Texas Rangers

Teams bidding to acquire Lance Lynn from Texas Rangers have high price tag to meet

In this compacted MLB season, life can come at a team really quickly.

Take the Texas Rangers, who on the morning of Aug. 16 were 10-9 and back in playoff contention. A week later, they hadn’t won again and, ta da, the MLB trade deadline was only a week away.

The Rangers have too many injuries and too many players who haven’t produced and not enough time to make up ground on the contenders. Now, Lance Lynn, the one sure thing the Rangers have this season, could be traded for some potential and a bunch of ifs.

The trade deadline arrives at 3 p.m. Monday, and Rangers manager Chris Woodward is bracing for multiple players to be shipped away to World Series contenders, something this team no longer is.

Lynn and any player on an expiring contract is a candidate to go.

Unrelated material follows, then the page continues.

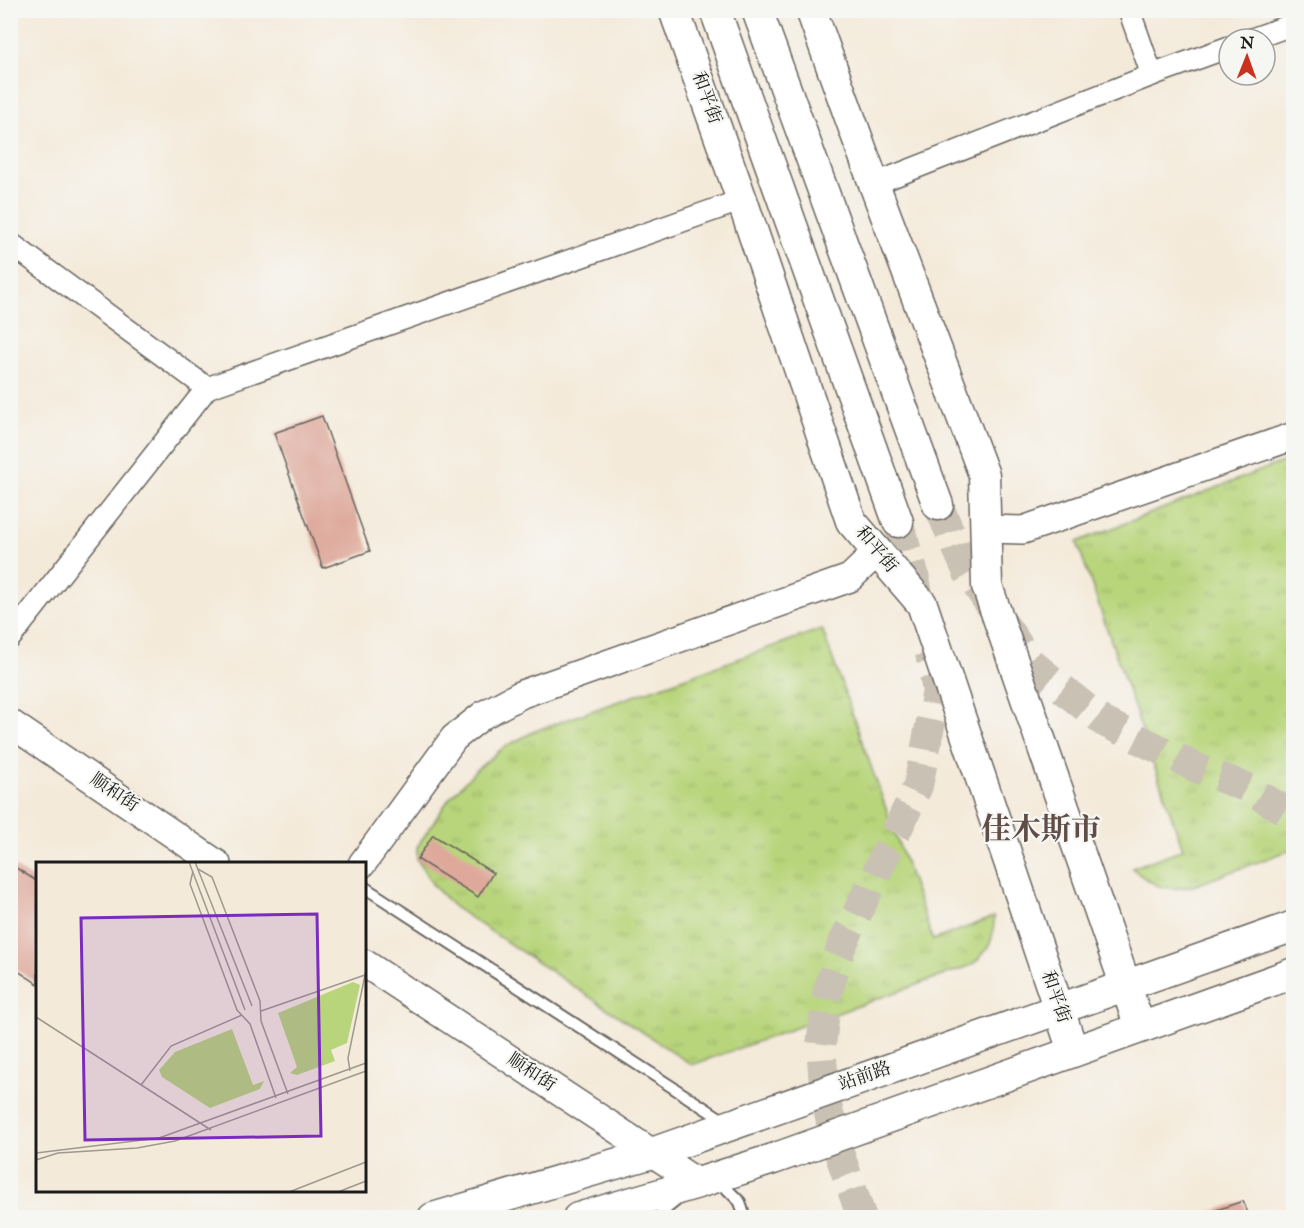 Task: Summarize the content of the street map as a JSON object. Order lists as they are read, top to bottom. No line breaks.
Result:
{"streets":{"main road":["和平街","站前路"],"street":["顺和街"]},"crossings":[["和平街","站前路"],["顺和街","站前路"]],"districts":["佳木斯市"],"north":"top"}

“Like I said before, if I was an opposing team that was in contention to win a World Series, that would be a guy I’d target, but it might be a heavy ask,” Woodward said. “I don’t know. He still has another year, pretty low price, this should be a pretty high asking price for us. I don’t know if somebody is willing to step up and do it.”

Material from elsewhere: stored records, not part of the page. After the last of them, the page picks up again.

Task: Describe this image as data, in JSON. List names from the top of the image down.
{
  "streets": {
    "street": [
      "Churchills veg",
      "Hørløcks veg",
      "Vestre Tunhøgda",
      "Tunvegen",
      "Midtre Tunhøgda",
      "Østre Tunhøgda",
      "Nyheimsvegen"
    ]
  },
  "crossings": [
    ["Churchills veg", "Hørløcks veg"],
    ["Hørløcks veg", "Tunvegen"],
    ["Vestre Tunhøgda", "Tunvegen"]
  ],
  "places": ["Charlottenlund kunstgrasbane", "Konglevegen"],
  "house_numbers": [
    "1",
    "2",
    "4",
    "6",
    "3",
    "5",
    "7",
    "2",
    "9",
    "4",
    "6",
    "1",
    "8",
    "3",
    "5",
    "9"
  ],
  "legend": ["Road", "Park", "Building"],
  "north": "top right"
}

Lynn is under contract for 2021, at a club-friendly $8 million. He does not have no-trade protection.

He made perhaps his final start for the Rangers on Saturday, allowing four runs (three earned) in six innings for his first loss of the season. He is 4-1 with a 1.93 ERA after eight starts.

“I’m going to sleep a little bit, come in tomorrow and watch a game, then play some golf on Monday,” Lynn said. “I’ll be all right.”

The Rangers won’t just give Lynn away. They set a high bar last season for left-hander Mike Minor, who also had an affordable extra year remaining on his contract ($9.5 million), and no club met it.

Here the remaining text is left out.